** WHAT THE TASK ASKS **
Every line below that mentions the word "arrow" should be copied out.

================

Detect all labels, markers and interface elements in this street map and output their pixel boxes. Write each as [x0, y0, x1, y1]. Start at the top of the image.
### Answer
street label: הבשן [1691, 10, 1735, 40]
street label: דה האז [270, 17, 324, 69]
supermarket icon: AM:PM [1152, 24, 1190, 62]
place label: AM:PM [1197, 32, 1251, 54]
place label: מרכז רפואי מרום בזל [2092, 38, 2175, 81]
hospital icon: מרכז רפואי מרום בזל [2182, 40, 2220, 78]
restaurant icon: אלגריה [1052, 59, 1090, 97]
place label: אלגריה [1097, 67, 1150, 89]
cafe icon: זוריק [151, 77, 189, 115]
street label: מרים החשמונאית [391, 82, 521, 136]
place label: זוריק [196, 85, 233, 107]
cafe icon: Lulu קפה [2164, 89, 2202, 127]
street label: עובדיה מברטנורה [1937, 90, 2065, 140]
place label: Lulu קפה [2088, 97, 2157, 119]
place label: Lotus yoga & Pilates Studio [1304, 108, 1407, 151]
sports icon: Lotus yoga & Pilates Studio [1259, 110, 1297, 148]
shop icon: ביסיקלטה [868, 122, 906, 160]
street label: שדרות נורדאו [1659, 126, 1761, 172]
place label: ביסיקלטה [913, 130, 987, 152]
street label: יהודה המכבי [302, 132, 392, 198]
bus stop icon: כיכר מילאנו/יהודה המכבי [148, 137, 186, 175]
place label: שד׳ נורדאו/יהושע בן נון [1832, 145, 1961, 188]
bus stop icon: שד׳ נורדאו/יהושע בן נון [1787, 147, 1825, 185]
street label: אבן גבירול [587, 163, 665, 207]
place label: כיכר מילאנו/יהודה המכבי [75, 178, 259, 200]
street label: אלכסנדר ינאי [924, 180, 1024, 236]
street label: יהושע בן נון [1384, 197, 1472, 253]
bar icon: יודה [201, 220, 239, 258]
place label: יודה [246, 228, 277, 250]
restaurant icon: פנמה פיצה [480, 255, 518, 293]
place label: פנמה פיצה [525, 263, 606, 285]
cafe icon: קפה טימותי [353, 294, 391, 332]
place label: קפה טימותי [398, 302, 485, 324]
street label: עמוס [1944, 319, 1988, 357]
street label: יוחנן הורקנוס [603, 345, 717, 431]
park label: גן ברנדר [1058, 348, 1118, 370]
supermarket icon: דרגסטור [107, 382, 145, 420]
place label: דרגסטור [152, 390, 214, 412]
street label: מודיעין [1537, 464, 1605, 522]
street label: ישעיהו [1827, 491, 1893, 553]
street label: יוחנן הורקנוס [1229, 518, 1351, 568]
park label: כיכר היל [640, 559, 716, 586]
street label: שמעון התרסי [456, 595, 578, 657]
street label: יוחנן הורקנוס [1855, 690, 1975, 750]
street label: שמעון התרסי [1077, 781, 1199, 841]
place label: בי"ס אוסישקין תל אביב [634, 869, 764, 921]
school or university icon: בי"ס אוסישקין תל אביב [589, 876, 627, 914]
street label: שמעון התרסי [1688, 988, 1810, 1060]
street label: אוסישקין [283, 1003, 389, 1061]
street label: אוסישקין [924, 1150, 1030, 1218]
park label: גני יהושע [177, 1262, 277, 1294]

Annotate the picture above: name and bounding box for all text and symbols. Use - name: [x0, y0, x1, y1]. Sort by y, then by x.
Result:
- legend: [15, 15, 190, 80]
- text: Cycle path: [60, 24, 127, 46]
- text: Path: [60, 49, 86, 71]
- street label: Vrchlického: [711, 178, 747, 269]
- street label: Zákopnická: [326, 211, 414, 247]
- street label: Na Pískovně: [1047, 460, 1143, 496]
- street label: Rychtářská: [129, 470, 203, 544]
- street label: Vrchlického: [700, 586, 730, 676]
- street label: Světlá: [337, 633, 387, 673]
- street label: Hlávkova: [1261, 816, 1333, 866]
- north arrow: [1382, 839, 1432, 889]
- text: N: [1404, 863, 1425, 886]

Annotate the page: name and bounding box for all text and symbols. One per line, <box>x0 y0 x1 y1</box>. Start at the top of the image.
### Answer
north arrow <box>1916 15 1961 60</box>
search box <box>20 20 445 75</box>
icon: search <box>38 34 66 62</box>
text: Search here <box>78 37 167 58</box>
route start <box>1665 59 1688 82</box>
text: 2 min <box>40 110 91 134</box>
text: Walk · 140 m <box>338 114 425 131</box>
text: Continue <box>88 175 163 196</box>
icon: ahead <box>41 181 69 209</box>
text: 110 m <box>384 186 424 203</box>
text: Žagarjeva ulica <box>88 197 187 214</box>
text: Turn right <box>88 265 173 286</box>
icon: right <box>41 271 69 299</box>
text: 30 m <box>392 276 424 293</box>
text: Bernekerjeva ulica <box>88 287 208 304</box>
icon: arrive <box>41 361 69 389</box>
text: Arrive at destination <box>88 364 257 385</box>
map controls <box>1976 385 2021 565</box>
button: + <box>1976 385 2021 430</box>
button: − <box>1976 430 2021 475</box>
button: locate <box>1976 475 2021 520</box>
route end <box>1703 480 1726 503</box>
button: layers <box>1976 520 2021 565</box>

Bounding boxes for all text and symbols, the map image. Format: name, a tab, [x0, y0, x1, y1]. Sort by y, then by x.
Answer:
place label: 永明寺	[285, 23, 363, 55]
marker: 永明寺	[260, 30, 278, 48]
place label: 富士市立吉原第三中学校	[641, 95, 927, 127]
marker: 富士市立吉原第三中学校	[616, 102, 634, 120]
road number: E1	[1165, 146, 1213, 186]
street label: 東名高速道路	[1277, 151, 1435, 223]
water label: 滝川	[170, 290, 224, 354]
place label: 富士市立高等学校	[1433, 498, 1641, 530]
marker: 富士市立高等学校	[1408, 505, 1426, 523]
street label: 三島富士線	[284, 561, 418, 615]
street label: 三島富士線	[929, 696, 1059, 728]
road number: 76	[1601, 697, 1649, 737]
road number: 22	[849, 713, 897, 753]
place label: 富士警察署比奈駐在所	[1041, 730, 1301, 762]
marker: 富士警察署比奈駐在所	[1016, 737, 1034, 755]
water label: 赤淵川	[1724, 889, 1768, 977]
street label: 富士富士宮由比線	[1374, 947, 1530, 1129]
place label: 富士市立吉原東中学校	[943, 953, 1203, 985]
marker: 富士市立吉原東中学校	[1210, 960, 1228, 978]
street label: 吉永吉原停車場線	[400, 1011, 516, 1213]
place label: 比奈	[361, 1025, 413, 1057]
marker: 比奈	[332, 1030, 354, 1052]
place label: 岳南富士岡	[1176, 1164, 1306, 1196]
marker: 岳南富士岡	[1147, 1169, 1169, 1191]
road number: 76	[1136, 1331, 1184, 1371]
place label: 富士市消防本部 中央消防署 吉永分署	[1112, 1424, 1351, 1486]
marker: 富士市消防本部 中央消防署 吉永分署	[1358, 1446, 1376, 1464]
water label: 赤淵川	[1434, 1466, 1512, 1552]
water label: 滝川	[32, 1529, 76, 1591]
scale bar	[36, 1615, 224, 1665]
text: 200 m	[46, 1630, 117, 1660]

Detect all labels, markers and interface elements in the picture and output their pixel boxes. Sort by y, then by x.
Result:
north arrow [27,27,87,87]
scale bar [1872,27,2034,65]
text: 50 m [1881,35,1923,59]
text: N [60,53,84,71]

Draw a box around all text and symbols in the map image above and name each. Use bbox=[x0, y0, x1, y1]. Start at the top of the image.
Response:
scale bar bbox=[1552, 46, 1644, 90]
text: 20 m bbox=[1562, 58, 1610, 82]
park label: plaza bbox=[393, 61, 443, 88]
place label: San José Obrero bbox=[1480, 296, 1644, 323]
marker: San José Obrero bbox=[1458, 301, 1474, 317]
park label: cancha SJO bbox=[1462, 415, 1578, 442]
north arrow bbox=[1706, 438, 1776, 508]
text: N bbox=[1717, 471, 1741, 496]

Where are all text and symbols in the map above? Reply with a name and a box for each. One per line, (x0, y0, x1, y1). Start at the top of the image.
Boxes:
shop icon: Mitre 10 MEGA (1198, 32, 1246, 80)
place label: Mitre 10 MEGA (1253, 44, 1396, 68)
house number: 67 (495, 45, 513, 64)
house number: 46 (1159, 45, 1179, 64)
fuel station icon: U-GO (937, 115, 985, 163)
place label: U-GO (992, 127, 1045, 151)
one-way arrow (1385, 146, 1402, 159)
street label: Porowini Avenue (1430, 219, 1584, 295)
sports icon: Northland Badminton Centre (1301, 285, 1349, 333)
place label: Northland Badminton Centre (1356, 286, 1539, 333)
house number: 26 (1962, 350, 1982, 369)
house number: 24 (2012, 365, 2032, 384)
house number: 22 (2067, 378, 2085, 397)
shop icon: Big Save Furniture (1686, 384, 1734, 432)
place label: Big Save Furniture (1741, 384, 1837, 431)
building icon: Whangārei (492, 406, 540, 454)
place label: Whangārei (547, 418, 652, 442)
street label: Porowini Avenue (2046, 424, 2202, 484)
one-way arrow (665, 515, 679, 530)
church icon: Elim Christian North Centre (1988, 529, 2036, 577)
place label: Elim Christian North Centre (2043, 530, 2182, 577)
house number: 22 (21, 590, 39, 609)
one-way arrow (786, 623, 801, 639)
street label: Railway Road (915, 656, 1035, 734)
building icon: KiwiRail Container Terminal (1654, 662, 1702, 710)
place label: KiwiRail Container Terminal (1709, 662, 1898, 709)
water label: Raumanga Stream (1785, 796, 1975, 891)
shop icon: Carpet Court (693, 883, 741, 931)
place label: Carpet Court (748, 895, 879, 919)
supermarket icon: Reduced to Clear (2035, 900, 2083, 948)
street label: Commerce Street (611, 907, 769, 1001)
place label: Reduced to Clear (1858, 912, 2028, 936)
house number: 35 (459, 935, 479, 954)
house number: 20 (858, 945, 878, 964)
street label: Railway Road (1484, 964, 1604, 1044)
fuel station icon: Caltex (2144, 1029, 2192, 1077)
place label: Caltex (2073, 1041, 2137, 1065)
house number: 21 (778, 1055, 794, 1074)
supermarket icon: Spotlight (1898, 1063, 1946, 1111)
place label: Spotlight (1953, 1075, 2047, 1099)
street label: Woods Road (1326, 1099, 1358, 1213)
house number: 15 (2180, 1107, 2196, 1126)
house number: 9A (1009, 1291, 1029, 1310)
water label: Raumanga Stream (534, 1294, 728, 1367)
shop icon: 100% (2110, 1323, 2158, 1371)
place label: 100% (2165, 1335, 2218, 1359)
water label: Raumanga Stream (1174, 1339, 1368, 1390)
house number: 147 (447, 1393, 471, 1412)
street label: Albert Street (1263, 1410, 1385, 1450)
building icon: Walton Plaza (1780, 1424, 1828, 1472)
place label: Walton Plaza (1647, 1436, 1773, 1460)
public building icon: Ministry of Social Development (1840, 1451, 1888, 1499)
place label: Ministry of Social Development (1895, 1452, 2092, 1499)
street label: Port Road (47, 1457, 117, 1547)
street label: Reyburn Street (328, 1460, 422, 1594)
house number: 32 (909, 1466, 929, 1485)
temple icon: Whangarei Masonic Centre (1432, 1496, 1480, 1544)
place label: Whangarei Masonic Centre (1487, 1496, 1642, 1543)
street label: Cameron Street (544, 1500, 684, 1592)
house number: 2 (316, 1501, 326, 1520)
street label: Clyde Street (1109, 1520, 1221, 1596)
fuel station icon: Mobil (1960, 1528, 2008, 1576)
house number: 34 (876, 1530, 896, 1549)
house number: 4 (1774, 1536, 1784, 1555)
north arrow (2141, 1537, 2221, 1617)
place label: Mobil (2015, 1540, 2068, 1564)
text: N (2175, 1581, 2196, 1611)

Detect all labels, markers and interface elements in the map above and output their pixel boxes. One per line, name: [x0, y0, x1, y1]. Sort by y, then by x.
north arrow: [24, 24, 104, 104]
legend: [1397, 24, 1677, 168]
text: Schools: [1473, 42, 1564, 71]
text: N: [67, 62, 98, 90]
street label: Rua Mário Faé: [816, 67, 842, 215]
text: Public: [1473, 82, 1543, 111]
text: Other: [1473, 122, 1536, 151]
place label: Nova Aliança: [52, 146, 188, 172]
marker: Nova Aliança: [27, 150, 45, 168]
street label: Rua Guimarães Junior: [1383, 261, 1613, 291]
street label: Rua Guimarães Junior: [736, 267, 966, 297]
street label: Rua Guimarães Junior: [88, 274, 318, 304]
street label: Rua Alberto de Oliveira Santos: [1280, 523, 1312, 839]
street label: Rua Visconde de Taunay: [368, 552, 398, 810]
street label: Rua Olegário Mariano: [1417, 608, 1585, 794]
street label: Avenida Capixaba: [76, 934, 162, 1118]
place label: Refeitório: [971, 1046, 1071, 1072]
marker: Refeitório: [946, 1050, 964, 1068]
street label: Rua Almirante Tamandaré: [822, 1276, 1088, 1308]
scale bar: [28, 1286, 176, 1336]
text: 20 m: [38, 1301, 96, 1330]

================

** ANSWER FOR THE TASK **
- north arrow: [1382, 839, 1432, 889]
north arrow <box>1916 15 1961 60</box>
north arrow [27,27,87,87]
north arrow bbox=[1706, 438, 1776, 508]
one-way arrow (1385, 146, 1402, 159)
one-way arrow (665, 515, 679, 530)
one-way arrow (786, 623, 801, 639)
north arrow (2141, 1537, 2221, 1617)
north arrow: [24, 24, 104, 104]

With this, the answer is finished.